Without leaving out a single line, restate the entries below exactly.
*** Begin section ***
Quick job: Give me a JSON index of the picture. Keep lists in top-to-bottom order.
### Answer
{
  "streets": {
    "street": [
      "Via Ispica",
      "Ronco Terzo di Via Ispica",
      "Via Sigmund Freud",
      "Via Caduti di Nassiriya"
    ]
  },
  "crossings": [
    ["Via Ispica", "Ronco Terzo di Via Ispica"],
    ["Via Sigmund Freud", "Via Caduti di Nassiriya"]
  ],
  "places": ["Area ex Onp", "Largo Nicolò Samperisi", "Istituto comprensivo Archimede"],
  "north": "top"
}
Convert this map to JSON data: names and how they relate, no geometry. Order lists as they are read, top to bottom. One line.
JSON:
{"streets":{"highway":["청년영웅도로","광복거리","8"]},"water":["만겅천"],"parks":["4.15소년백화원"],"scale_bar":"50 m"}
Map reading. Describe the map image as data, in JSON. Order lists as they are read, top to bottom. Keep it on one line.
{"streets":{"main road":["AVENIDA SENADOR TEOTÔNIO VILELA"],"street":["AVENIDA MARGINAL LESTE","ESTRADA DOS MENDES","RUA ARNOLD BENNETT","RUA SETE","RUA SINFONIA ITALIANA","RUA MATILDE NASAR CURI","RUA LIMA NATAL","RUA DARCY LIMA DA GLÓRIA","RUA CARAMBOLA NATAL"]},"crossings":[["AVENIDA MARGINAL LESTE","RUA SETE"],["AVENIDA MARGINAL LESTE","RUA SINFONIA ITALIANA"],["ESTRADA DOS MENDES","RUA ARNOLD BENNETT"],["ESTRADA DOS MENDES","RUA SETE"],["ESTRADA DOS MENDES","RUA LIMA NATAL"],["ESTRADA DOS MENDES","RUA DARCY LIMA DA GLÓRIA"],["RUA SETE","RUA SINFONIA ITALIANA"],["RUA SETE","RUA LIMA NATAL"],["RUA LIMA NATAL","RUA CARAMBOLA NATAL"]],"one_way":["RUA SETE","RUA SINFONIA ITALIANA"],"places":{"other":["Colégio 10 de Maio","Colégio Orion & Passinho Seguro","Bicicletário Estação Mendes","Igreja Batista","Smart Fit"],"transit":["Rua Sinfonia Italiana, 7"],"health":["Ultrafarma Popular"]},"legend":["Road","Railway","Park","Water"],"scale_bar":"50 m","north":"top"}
*** End section ***
§ **Answer space**
Quick job: Give me a JSON index of the picture. Keep lists in top-to-bottom order.
### Answer
{
  "streets": {
    "street": [
      "Via Ispica",
      "Ronco Terzo di Via Ispica",
      "Via Sigmund Freud",
      "Via Caduti di Nassiriya"
    ]
  },
  "crossings": [
    ["Via Ispica", "Ronco Terzo di Via Ispica"],
    ["Via Sigmund Freud", "Via Caduti di Nassiriya"]
  ],
  "places": ["Area ex Onp", "Largo Nicolò Samperisi", "Istituto comprensivo Archimede"],
  "north": "top"
}
Convert this map to JSON data: names and how they relate, no geometry. Order lists as they are read, top to bottom. One line.
JSON:
{"streets":{"highway":["청년영웅도로","광복거리","8"]},"water":["만겅천"],"parks":["4.15소년백화원"],"scale_bar":"50 m"}
Map reading. Describe the map image as data, in JSON. Order lists as they are read, top to bottom. Keep it on one line.
{"streets":{"main road":["AVENIDA SENADOR TEOTÔNIO VILELA"],"street":["AVENIDA MARGINAL LESTE","ESTRADA DOS MENDES","RUA ARNOLD BENNETT","RUA SETE","RUA SINFONIA ITALIANA","RUA MATILDE NASAR CURI","RUA LIMA NATAL","RUA DARCY LIMA DA GLÓRIA","RUA CARAMBOLA NATAL"]},"crossings":[["AVENIDA MARGINAL LESTE","RUA SETE"],["AVENIDA MARGINAL LESTE","RUA SINFONIA ITALIANA"],["ESTRADA DOS MENDES","RUA ARNOLD BENNETT"],["ESTRADA DOS MENDES","RUA SETE"],["ESTRADA DOS MENDES","RUA LIMA NATAL"],["ESTRADA DOS MENDES","RUA DARCY LIMA DA GLÓRIA"],["RUA SETE","RUA SINFONIA ITALIANA"],["RUA SETE","RUA LIMA NATAL"],["RUA LIMA NATAL","RUA CARAMBOLA NATAL"]],"one_way":["RUA SETE","RUA SINFONIA ITALIANA"],"places":{"other":["Colégio 10 de Maio","Colégio Orion & Passinho Seguro","Bicicletário Estação Mendes","Igreja Batista","Smart Fit"],"transit":["Rua Sinfonia Italiana, 7"],"health":["Ultrafarma Popular"]},"legend":["Road","Railway","Park","Water"],"scale_bar":"50 m","north":"top"}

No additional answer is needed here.